AIM OF THE TASK
Wherever the word "heat" appears in a line of the data, that line should be copied.

======== SUPPLIED INFORMATION ========

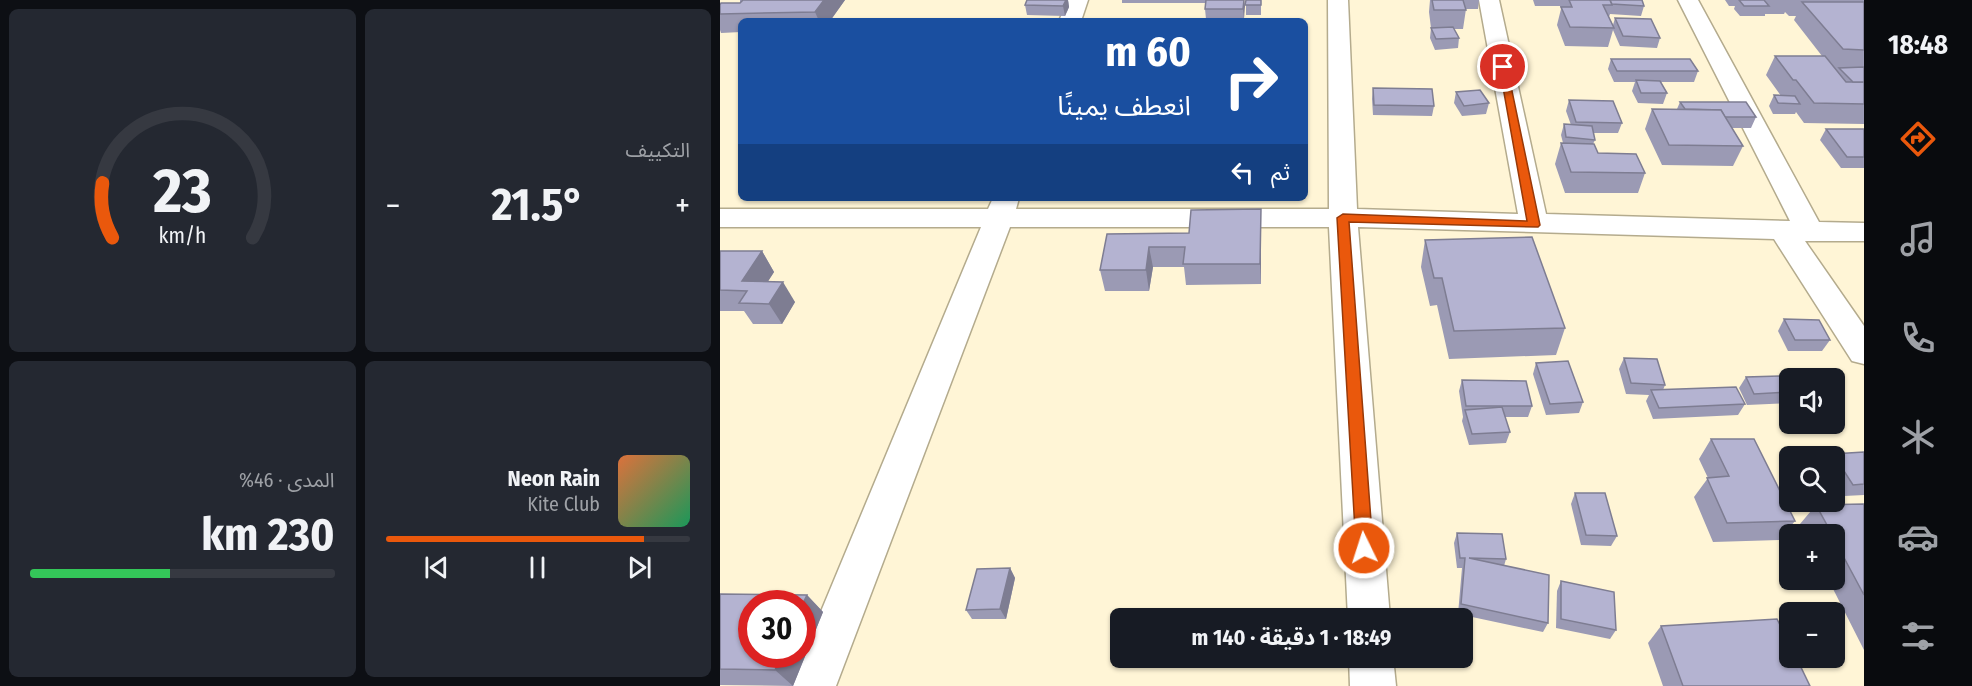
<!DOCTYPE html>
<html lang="ar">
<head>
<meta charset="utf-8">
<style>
  body { margin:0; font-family:"Fira Sans Condensed","Noto Sans Arabic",sans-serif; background:#242831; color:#f1f3f6; direction:rtl; height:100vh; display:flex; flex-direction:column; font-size:22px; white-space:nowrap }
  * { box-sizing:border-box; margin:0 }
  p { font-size:20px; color:#9ea1a6 }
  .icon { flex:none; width:33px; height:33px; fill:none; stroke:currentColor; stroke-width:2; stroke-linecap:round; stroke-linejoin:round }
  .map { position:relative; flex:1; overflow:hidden; direction:ltr }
  .sheet { display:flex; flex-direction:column; gap:9px; padding:9px; background:#0d0f14; width:720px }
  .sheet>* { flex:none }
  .banner { position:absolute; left:18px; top:18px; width:570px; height:183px; border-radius:9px; box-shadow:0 2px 4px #0004; direction:rtl; background:#1a4fa0; color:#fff; overflow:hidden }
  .controls { position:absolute; left:1059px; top:368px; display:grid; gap:12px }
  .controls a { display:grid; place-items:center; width:66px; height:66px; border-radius:9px; background:#171b24; box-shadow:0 2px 4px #0004; font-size:30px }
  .speed { position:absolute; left:18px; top:590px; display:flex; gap:12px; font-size:30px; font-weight:700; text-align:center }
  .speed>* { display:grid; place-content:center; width:78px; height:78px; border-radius:50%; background:#171b24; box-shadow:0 2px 4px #0004; line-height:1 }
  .speed .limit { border:9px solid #d22; background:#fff; color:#111 }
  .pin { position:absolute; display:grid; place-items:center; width:51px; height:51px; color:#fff; margin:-26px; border:3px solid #fff; border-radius:50%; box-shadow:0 2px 6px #0007 }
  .me { position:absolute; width:66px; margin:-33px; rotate:356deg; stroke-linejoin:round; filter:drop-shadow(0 0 4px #0008) }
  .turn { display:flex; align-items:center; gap:21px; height:126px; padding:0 18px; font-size:27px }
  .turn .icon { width:78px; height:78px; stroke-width:2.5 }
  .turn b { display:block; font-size:42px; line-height:51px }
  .then { display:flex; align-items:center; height:57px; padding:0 18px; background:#0003; gap:12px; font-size:22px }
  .big { font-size:45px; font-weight:700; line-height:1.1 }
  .sheet .card { flex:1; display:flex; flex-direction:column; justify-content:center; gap:9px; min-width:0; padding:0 21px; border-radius:9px; background:#242831 }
  .sheet .dial { align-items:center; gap:0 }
  .dial svg { height:156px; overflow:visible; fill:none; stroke:#363941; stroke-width:7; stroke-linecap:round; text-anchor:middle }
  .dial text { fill:#f1f3f6; stroke:none }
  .song { display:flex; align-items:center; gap:18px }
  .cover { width:72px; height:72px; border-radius:9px; background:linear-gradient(135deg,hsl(20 70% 55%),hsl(150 70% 35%)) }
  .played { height:6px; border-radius:3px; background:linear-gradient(90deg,#ea580c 85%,#363941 85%) }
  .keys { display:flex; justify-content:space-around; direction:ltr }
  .heat { display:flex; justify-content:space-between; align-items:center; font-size:33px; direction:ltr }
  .charge { height:9px; border-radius:4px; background:linear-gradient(90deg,#34c759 46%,#363941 0) }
  .sheet .tiles { flex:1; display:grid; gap:9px; grid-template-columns:repeat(2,1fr) }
  .trip { position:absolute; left:390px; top:608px; width:363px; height:60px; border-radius:9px; background:#171b24; box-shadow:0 2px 4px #0004; font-weight:700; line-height:60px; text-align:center; direction:rtl }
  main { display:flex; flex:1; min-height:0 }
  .dock { display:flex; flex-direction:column; width:108px; justify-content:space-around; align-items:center; background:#090b0e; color:#9ea1a6 }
  .dock .icon { width:42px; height:42px }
  .dock .on { color:#ea580c }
  .dock b { font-size:27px; color:#f1f3f6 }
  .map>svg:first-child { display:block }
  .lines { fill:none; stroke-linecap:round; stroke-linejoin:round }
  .minor-casing { stroke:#b4ab8d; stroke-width:3 }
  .minor { fill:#fff; fill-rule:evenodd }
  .wall { fill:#9b9ab4 }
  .shaded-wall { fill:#7e7d92 }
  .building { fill:#b4b3d1; stroke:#7e7d92; stroke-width:1.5 }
  .route { fill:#ea580c; stroke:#983908; stroke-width:1.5 }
</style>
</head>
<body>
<main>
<nav class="dock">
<b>18:48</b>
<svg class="icon on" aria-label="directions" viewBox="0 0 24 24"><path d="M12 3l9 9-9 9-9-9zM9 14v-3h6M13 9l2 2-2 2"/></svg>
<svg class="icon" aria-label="music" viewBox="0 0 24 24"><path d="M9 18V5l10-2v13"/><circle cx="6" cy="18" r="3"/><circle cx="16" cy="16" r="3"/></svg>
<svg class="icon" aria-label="phone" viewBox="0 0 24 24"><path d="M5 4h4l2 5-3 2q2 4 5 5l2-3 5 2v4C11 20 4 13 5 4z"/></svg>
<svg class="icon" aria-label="climate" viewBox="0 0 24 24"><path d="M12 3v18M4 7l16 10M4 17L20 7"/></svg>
<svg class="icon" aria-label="car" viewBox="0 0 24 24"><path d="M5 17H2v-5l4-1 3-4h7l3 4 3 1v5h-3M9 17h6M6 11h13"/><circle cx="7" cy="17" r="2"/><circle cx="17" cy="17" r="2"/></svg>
<svg class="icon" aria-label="filters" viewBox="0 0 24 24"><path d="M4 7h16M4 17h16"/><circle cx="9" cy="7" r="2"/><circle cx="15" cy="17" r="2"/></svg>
</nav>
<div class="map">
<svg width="1144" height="686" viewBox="0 0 1144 686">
  <rect width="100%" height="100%" fill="#fff5d6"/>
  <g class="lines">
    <!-- minor casing -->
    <g class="minor-casing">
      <g id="minor">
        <polygon points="348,0 368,0 361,21 339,21"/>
        <polygon points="608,0 628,0 637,209 798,214 759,0 779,0 826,214 1070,221 958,0 978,0 1099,222 1144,223 1144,241 1085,241 1144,326 1144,364 1132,361 1054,239 638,227 670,618 628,618 609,227 290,227 116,686 70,686 261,227 0,227 0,209 268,209 273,198 299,198 296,209 609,209"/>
        <polygon points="629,657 673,657 676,686 630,686"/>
      </g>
    </g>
    <!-- minor -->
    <use href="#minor" class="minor"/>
  </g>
  <!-- wall -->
  <g class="wall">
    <polygon points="20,0 125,0 110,21 21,21 21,32 1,33 0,30 0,5 20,3"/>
    <polygon points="307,0 348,0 349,7 345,16 307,15 305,5"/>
    <polygon points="402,0 524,0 524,19 486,19 485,9 486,3 402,3"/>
    <rect x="526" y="0" width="15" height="15"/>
    <polygon points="710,0 759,0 758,9 746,9 743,29 734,29 739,38 738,48 715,50 710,38 711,28 709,12"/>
    <polygon points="813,0 922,0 924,6 921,16 890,14 889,17 893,25 895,18 940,38 937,48 900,46 893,30 888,47 845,46 837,25 841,9 840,6 815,6"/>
    <polygon points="1005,0 1144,0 1144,124 1084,123 1076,112 1075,114 1053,114 1049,106 1054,95 1061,96 1046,75 1055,56 1102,56 1074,20 1076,16 1069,16 1065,12 1064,14 1045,14 1045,16 1020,16 1014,9 1015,6 1009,6"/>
    <polygon points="891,59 978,71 974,82 941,82 947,93 943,104 918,103 912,91 915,82 894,82 888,69"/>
    <polygon points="653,88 714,106 712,116 653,115 652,99"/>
    <polygon points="736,92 769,103 766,114 742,116 734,103"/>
    <polygon points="849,100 902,123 898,133 873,133 875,140 873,144 878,153 925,173 918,193 845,193 835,164 841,143 843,143 841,135 844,124 851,125 846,111"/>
    <polygon points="960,102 1036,117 1031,128 1012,128 1023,146 1013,166 942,165 925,129 932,109 957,109"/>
    <polygon points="1106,129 1144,129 1144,168 1121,168 1100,140"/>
    <polygon points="541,209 541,284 466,285 464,267 433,267 429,291 385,291 380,270 387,234 469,233"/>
    <polygon points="705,240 845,328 836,355 729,359 717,305 710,306 701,267"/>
    <polygon points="0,251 42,251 54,272 48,281 75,302 62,324 33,324 24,311 0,311"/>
    <polygon points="1064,319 1110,340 1102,351 1068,351 1058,331"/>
    <polygon points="904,358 945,385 943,390 1025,404 1018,415 933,419 926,401 929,395 906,394 899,369"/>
    <polygon points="816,363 863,402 859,413 826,415 813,374"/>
    <polygon points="1026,377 1070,378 1070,403 1027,405 1019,388"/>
    <polygon points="742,380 812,406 808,417 785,417 790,432 786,443 749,445 742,421 743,417 739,391"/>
    <polygon points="991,439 1075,521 1059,540 993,542 974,497 988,478 979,459"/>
    <polygon points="1144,452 1144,495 1124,496 1114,480 1114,456 1112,456 1113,454"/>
    <polygon points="855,493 897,536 891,546 861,545 851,504"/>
    <polygon points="1144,504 1144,650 1108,579 1114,579 1114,534 1085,534 1080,524 1096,505"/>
    <polygon points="737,533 786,559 784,566 828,623 823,632 738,614 742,568 737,568 734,543"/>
    <polygon points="290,568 295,578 286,619 252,619 246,610"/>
    <polygon points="841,581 896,630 890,639 836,628 837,591"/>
    <polygon points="0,594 87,595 103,612 73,686 0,685"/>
    <polygon points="941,626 1090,686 943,686 928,643"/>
  </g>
  <!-- shaded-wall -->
  <g class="shaded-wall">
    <polygon points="104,0 125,0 110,21 99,21 95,12"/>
    <polygon points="346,0 348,0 349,7 345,16 343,6"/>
    <polygon points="524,0 525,6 524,19 523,9"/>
    <polygon points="541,209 541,284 540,264"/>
    <polygon points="429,247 433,267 429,291 426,270"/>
    <polygon points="42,251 54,272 35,302 22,281"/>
    <polygon points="63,282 75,302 62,324 49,304"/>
    <polygon points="290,568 295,578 286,619 280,609"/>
    <polygon points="87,595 103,612 73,686 55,670 62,654 82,654 82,605"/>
  </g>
  <!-- building -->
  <g class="building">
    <polygon points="23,0 104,0 95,12 0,14 0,5 1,3 20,3"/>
    <polygon points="307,0 346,0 343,6 305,5"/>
    <polygon points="486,0 524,0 523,9 485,9"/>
    <polygon points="526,0 541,0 541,5 525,5"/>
    <polygon points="712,0 743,0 746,10 714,10"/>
    <polygon points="849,0 890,0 892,5 883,5 894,28 850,27 841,7 852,7"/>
    <polygon points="890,0 922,0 924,6 892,4"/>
    <polygon points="1019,0 1044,0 1049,6 1024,6"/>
    <polygon points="1082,2 1144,2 1144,50 1123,49"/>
    <polygon points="895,18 931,19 940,38 903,36"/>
    <polygon points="733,27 739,38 716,39 711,28"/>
    <polygon points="1055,56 1105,56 1126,82 1144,82 1144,104 1094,103 1076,80 1073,80"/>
    <polygon points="891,59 970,59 978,71 897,71"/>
    <polygon points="1144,67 1144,82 1133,82 1119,68"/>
    <polygon points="916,80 940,81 947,93 921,93"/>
    <polygon points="653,88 712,89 714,106 654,105"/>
    <polygon points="760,90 769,103 744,106 736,92"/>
    <polygon points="1054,95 1075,96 1080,104 1058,103"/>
    <polygon points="849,100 893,101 902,123 856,122"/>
    <polygon points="960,102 1026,102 1036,117 1005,117 1001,110 965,109"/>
    <polygon points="932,109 1001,110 1023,146 949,145"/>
    <polygon points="844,124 872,126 875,140 846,137"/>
    <polygon points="1106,129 1144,129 1144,157 1127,157"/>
    <polygon points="841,143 874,144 878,153 916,154 925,173 851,172"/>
    <polygon points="541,209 540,264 463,264 465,247 429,247 426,270 380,270 387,234 469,233 471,210"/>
    <polygon points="812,237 845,328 734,331 722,278 714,278 705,240"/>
    <polygon points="0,251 42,251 22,281 63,282 49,304 19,303 27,291 0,290"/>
    <polygon points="1064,319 1099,320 1110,340 1075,340"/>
    <polygon points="904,358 937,359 945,385 911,383"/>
    <polygon points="848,361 863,402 830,404 816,363"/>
    <polygon points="1091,375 1093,378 1070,378 1070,392 1034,394 1026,377"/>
    <polygon points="742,380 806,381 812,406 746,406"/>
    <polygon points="1016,387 1025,404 939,408 931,390"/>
    <polygon points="782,407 790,432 752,434 745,410"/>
    <polygon points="991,439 1034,439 1075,521 1007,523 987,478 1009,476"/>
    <polygon points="1144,452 1144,484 1133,485 1113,454"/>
    <polygon points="855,493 885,493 897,536 866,535"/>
    <polygon points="1144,504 1144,595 1114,539 1114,534 1112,534 1096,505"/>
    <polygon points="737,533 782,534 786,559 749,558 829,575 828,623 741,604 745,558 740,558"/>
    <polygon points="290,568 280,609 246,610 257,569"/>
    <polygon points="841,581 894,592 896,630 841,619"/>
    <polygon points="0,594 87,595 82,605 82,603 32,603 32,654 62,654 55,670 0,669"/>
    <polygon points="1057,619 1070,644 1070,657 1076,657 1090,686 963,686 941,626"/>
  </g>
  <!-- route -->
  <polygon class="route" points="779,65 787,67 820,225 818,227 629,222 653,548 650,553 644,555 638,553 636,548 617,218 623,214 807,221"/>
</svg>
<div class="controls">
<a><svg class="icon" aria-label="sound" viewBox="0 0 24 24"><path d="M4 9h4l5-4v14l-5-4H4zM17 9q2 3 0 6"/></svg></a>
<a><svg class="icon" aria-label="search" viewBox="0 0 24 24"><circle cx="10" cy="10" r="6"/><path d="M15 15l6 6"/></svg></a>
<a>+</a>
<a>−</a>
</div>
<div class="speed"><div class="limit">30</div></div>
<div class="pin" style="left:783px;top:67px;background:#d93025"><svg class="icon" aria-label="arrive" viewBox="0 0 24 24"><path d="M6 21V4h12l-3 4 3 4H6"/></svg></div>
<svg class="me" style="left:644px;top:548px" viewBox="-20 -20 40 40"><circle r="17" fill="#ea580c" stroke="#fff" stroke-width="3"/><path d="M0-11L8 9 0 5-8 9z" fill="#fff"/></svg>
<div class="trip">18:49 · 1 دقيقة · 140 m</div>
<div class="banner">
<div class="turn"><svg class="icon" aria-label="right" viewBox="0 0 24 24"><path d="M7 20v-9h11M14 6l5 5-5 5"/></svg><div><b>60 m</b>انعطف يمينًا</div></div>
<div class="then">ثم<svg class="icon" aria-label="left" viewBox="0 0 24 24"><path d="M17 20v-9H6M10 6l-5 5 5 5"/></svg></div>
</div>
</div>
<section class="sheet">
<div class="tiles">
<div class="card"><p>التكييف</p>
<div class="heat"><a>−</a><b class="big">21.5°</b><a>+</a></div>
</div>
<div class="card dial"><svg viewBox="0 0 100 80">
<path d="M14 69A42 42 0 1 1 86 69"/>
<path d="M14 69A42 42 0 0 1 9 41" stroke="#ea580c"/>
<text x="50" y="56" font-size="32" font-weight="700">23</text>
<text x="50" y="72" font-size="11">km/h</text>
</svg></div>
<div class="card">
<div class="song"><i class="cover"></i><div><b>Neon Rain</b><p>Kite Club</p></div></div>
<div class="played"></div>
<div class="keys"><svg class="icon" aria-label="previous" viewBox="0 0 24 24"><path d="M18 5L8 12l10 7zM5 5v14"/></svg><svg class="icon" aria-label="pause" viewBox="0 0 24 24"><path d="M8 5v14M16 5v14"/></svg><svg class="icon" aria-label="next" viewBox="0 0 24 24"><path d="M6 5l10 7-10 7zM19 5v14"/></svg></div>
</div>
<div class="card"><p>المدى · 46%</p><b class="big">230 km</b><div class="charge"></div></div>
</div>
</section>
</main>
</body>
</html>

========

ANSWER FOR THIS EXERCISE
  .heat { display:flex; justify-content:space-between; align-items:center; font-size:33px; direction:ltr }
<div class="heat"><a>−</a><b class="big">21.5°</b><a>+</a></div>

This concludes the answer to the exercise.